## WHAT YOU WILL DO
Each entry is to be given again precisely, and no picture may be carried over.

Dataset entries
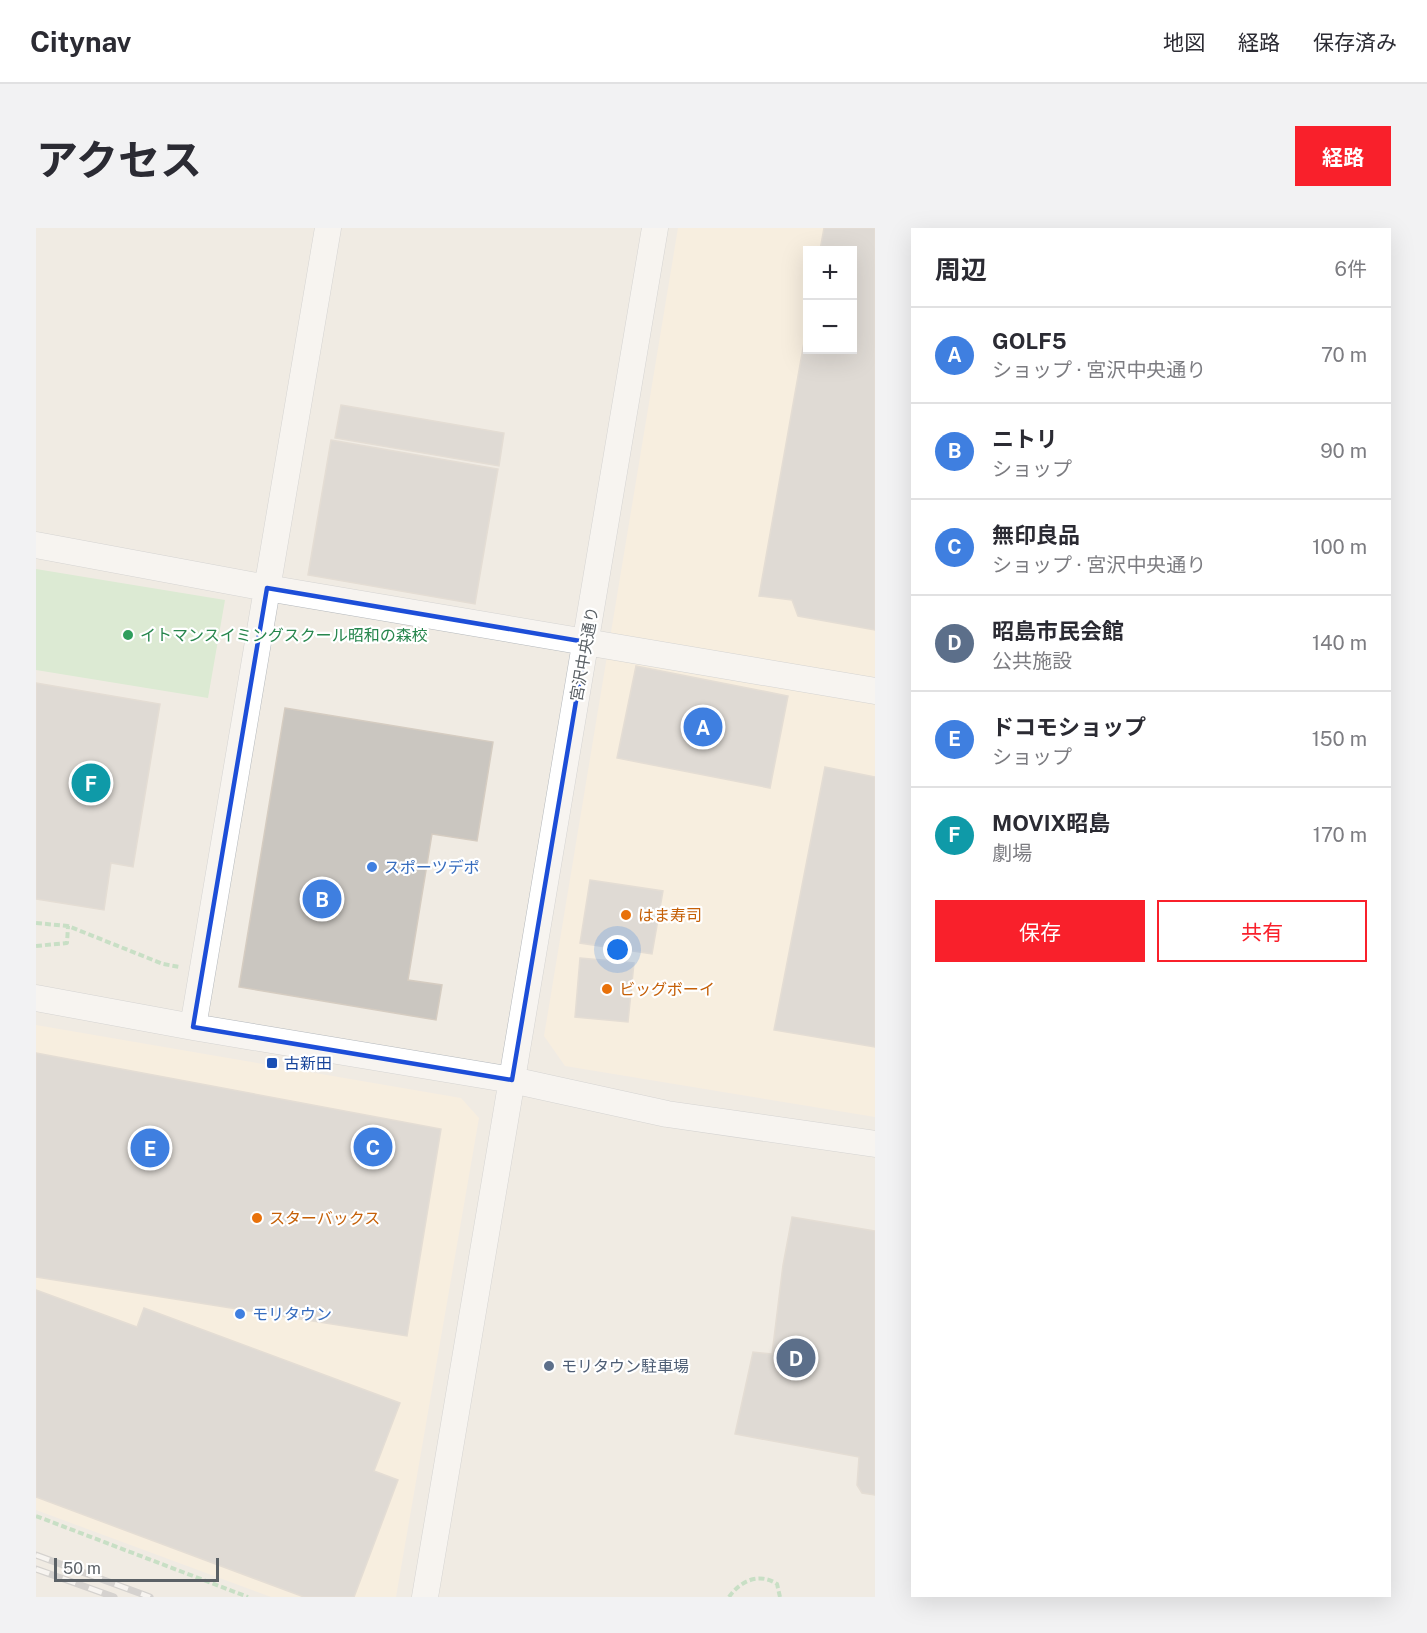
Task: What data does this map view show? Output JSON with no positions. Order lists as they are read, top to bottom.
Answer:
{
  "streets": {
    "street": ["宮沢中央通り"]
  },
  "places": {
    "other": [
      "イトマンスイミングスクール昭和の森校",
      "スポーツデポ",
      "はま寿司",
      "ビッグボーイ",
      "スターバックス",
      "モリタウン",
      "モリタウン駐車場"
    ],
    "transit": ["古新田"]
  },
  "scale_bar": "50 m",
  "page": {
    "header": "Citynav",
    "nav": ["地図", "経路", "保存済み"],
    "title": "アクセス",
    "buttons": [
      "経路",
      ["保存", "共有"]
    ],
    "heading": ["周辺", "6件"],
    "map_buttons": ["+", "−"],
    "list": [
      {
        "mark": "A",
        "name": "GOLF5",
        "note": "ショップ · 宮沢中央通り",
        "value": "70 m"
      },
      {
        "mark": "B",
        "name": "ニトリ",
        "note": "ショップ",
        "value": "90 m"
      },
      {
        "mark": "C",
        "name": "無印良品",
        "note": "ショップ · 宮沢中央通り",
        "value": "100 m"
      },
      {
        "mark": "D",
        "name": "昭島市民会館",
        "note": "公共施設",
        "value": "140 m"
      },
      {
        "mark": "E",
        "name": "ドコモショップ",
        "note": "ショップ",
        "value": "150 m"
      },
      {
        "mark": "F",
        "name": "MOVIX昭島",
        "note": "劇場",
        "value": "170 m"
      }
    ],
    "pins": [
      "A",
      "F",
      "B",
      "C",
      "E",
      "D"
    ],
    "scale": "50 m"
  }
}
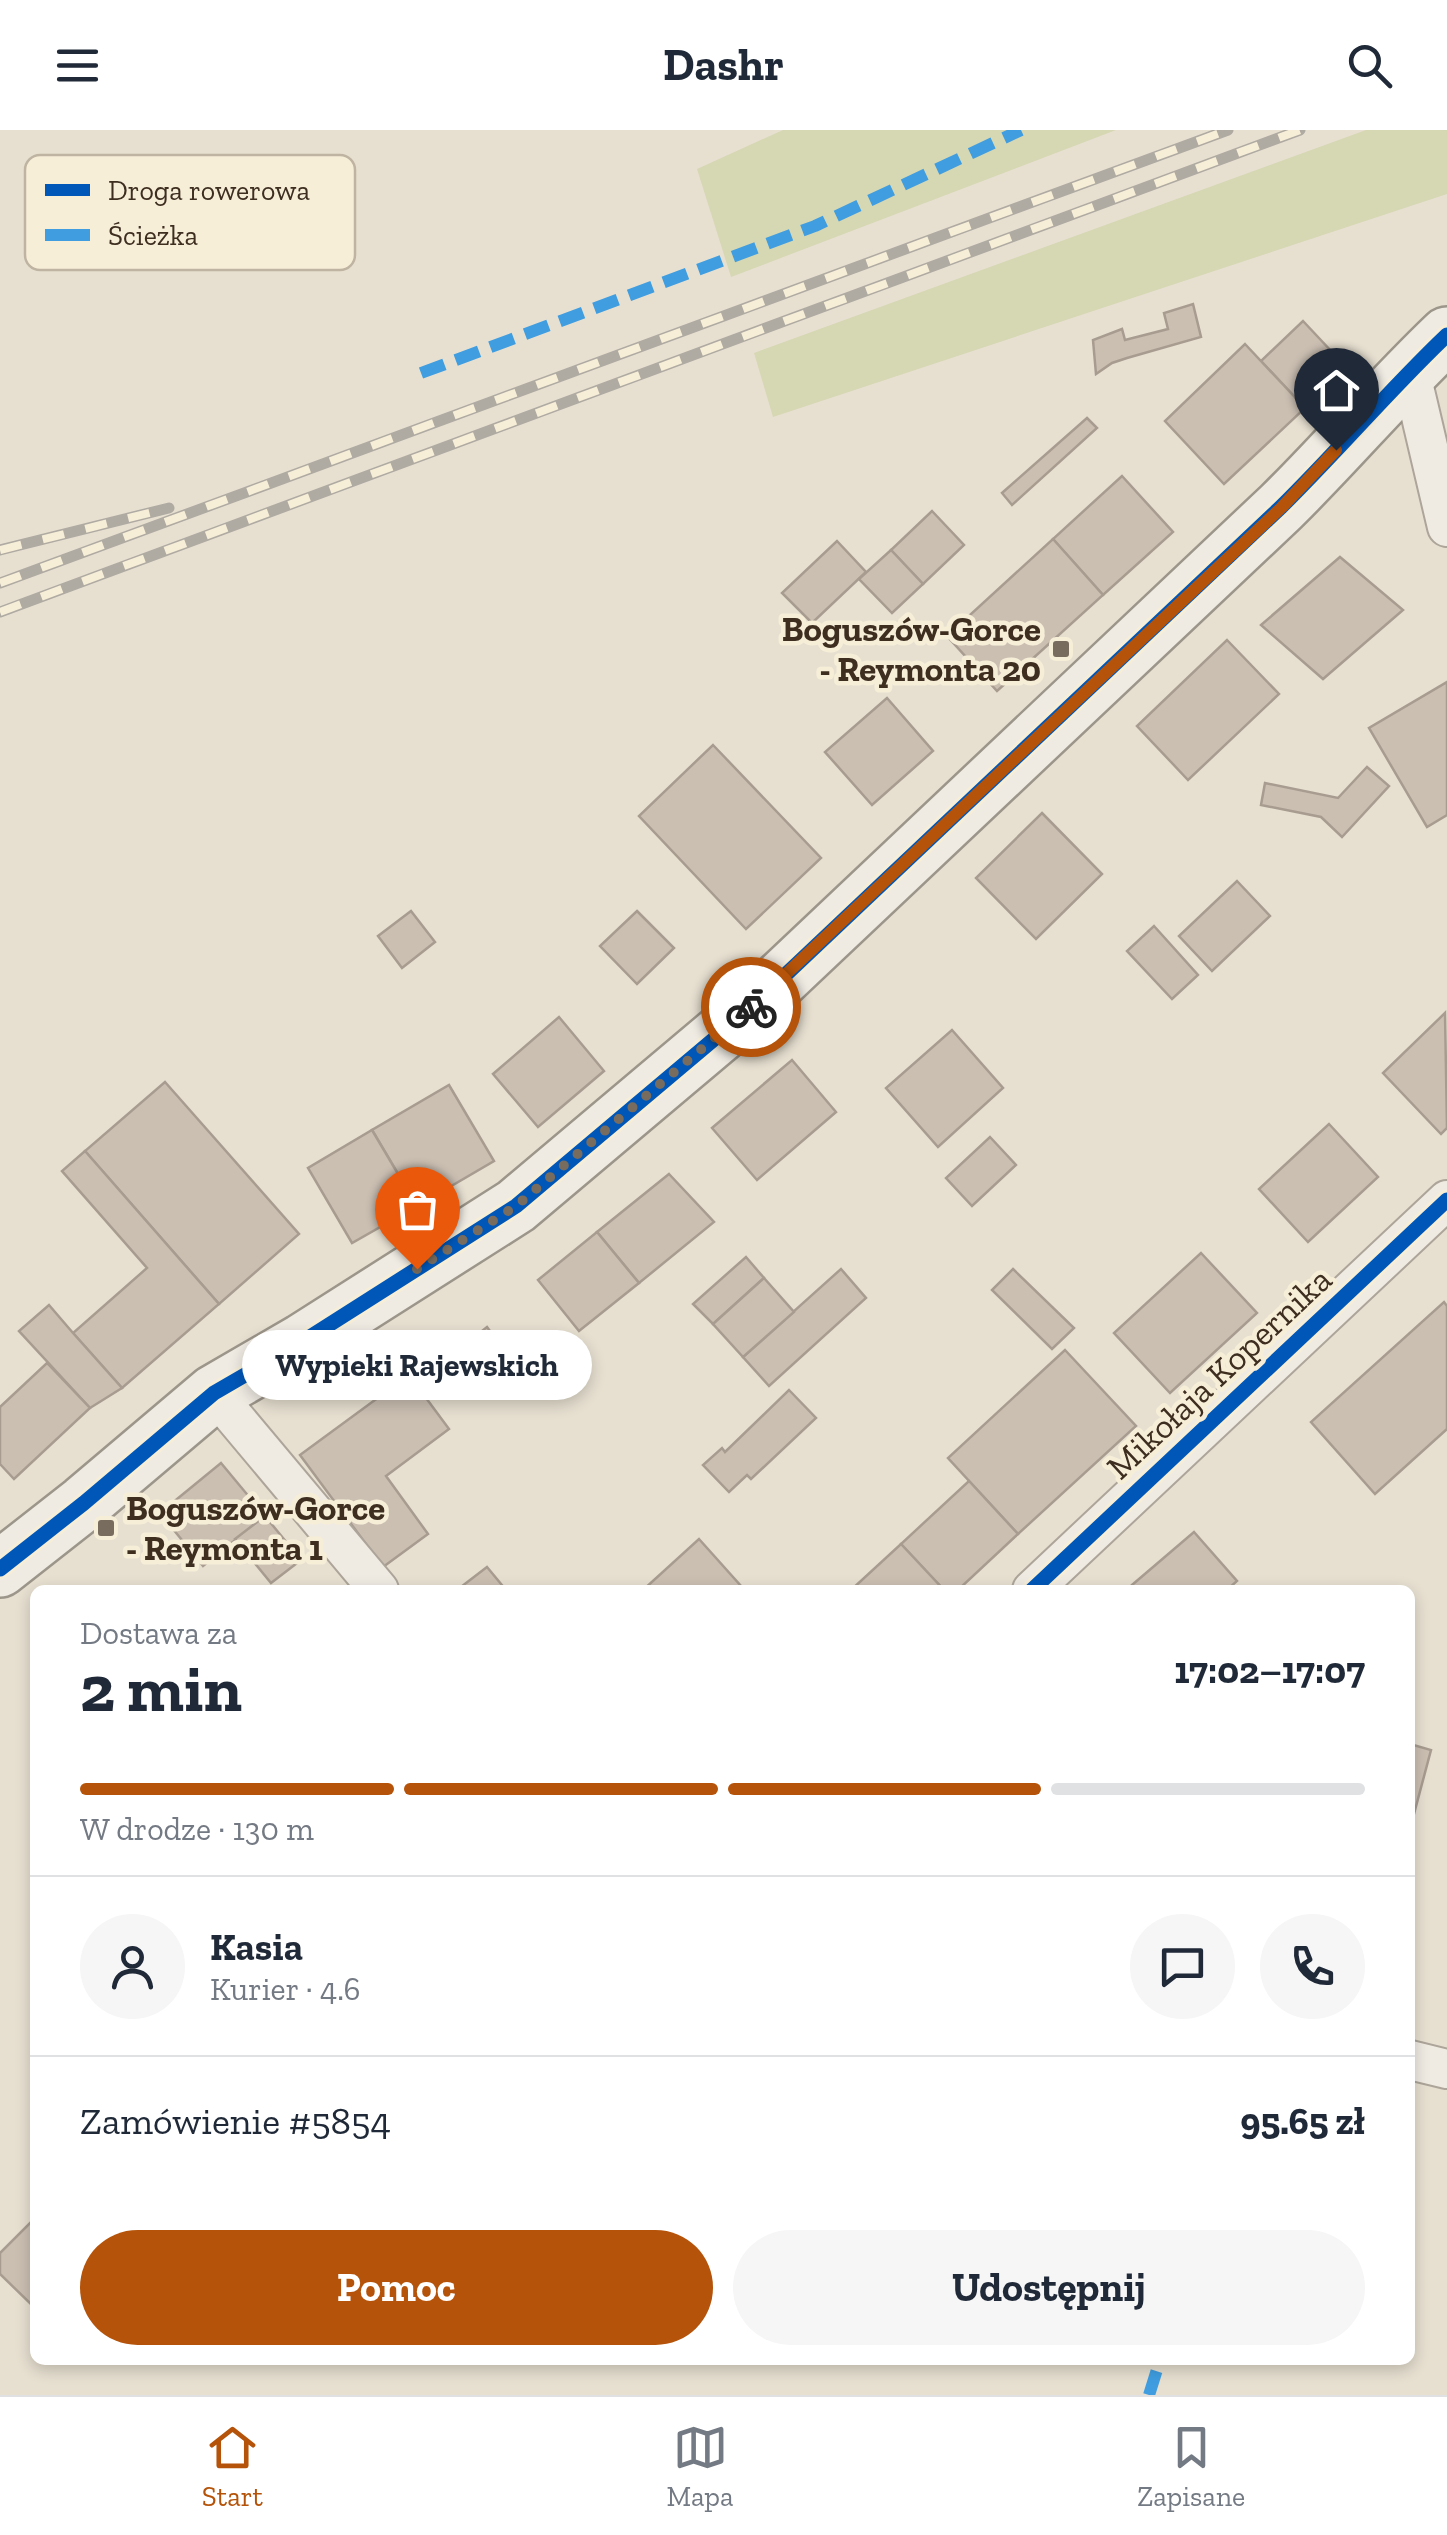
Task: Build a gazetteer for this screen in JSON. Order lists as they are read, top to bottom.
{
  "streets": {
    "street": ["Mikołaja Kopernika"]
  },
  "places": {
    "transit": ["Boguszów-Gorce - Reymonta 20", "Boguszów-Gorce - Reymonta 1"],
    "other": ["Wypieki Rajewskich"]
  },
  "legend": ["Droga rowerowa", "Ścieżka"],
  "page": {
    "header": "Dashr",
    "bubble": "Wypieki Rajewskich",
    "heading": ["2 min", "Dostawa za", "17:02–17:07"],
    "panel": [
      "Kasia",
      "Kurier · 4.6",
      "Zamówienie #5854",
      "95.65 zł"
    ],
    "bar": "W drodze · 130 m",
    "buttons": ["Pomoc", "Udostępnij"],
    "tabs": ["Start", "Mapa", "Zapisane"]
  }
}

## RESPONSE BELOW
Task: What data does this map view show? Output JSON with no positions. Order lists as they are read, top to bottom.
Answer:
{
  "streets": {
    "street": ["宮沢中央通り"]
  },
  "places": {
    "other": [
      "イトマンスイミングスクール昭和の森校",
      "スポーツデポ",
      "はま寿司",
      "ビッグボーイ",
      "スターバックス",
      "モリタウン",
      "モリタウン駐車場"
    ],
    "transit": ["古新田"]
  },
  "scale_bar": "50 m",
  "page": {
    "header": "Citynav",
    "nav": ["地図", "経路", "保存済み"],
    "title": "アクセス",
    "buttons": [
      "経路",
      ["保存", "共有"]
    ],
    "heading": ["周辺", "6件"],
    "map_buttons": ["+", "−"],
    "list": [
      {
        "mark": "A",
        "name": "GOLF5",
        "note": "ショップ · 宮沢中央通り",
        "value": "70 m"
      },
      {
        "mark": "B",
        "name": "ニトリ",
        "note": "ショップ",
        "value": "90 m"
      },
      {
        "mark": "C",
        "name": "無印良品",
        "note": "ショップ · 宮沢中央通り",
        "value": "100 m"
      },
      {
        "mark": "D",
        "name": "昭島市民会館",
        "note": "公共施設",
        "value": "140 m"
      },
      {
        "mark": "E",
        "name": "ドコモショップ",
        "note": "ショップ",
        "value": "150 m"
      },
      {
        "mark": "F",
        "name": "MOVIX昭島",
        "note": "劇場",
        "value": "170 m"
      }
    ],
    "pins": [
      "A",
      "F",
      "B",
      "C",
      "E",
      "D"
    ],
    "scale": "50 m"
  }
}
Task: Build a gazetteer for this screen in JSON. Order lists as they are read, top to bottom.
{
  "streets": {
    "street": ["Mikołaja Kopernika"]
  },
  "places": {
    "transit": ["Boguszów-Gorce - Reymonta 20", "Boguszów-Gorce - Reymonta 1"],
    "other": ["Wypieki Rajewskich"]
  },
  "legend": ["Droga rowerowa", "Ścieżka"],
  "page": {
    "header": "Dashr",
    "bubble": "Wypieki Rajewskich",
    "heading": ["2 min", "Dostawa za", "17:02–17:07"],
    "panel": [
      "Kasia",
      "Kurier · 4.6",
      "Zamówienie #5854",
      "95.65 zł"
    ],
    "bar": "W drodze · 130 m",
    "buttons": ["Pomoc", "Udostępnij"],
    "tabs": ["Start", "Mapa", "Zapisane"]
  }
}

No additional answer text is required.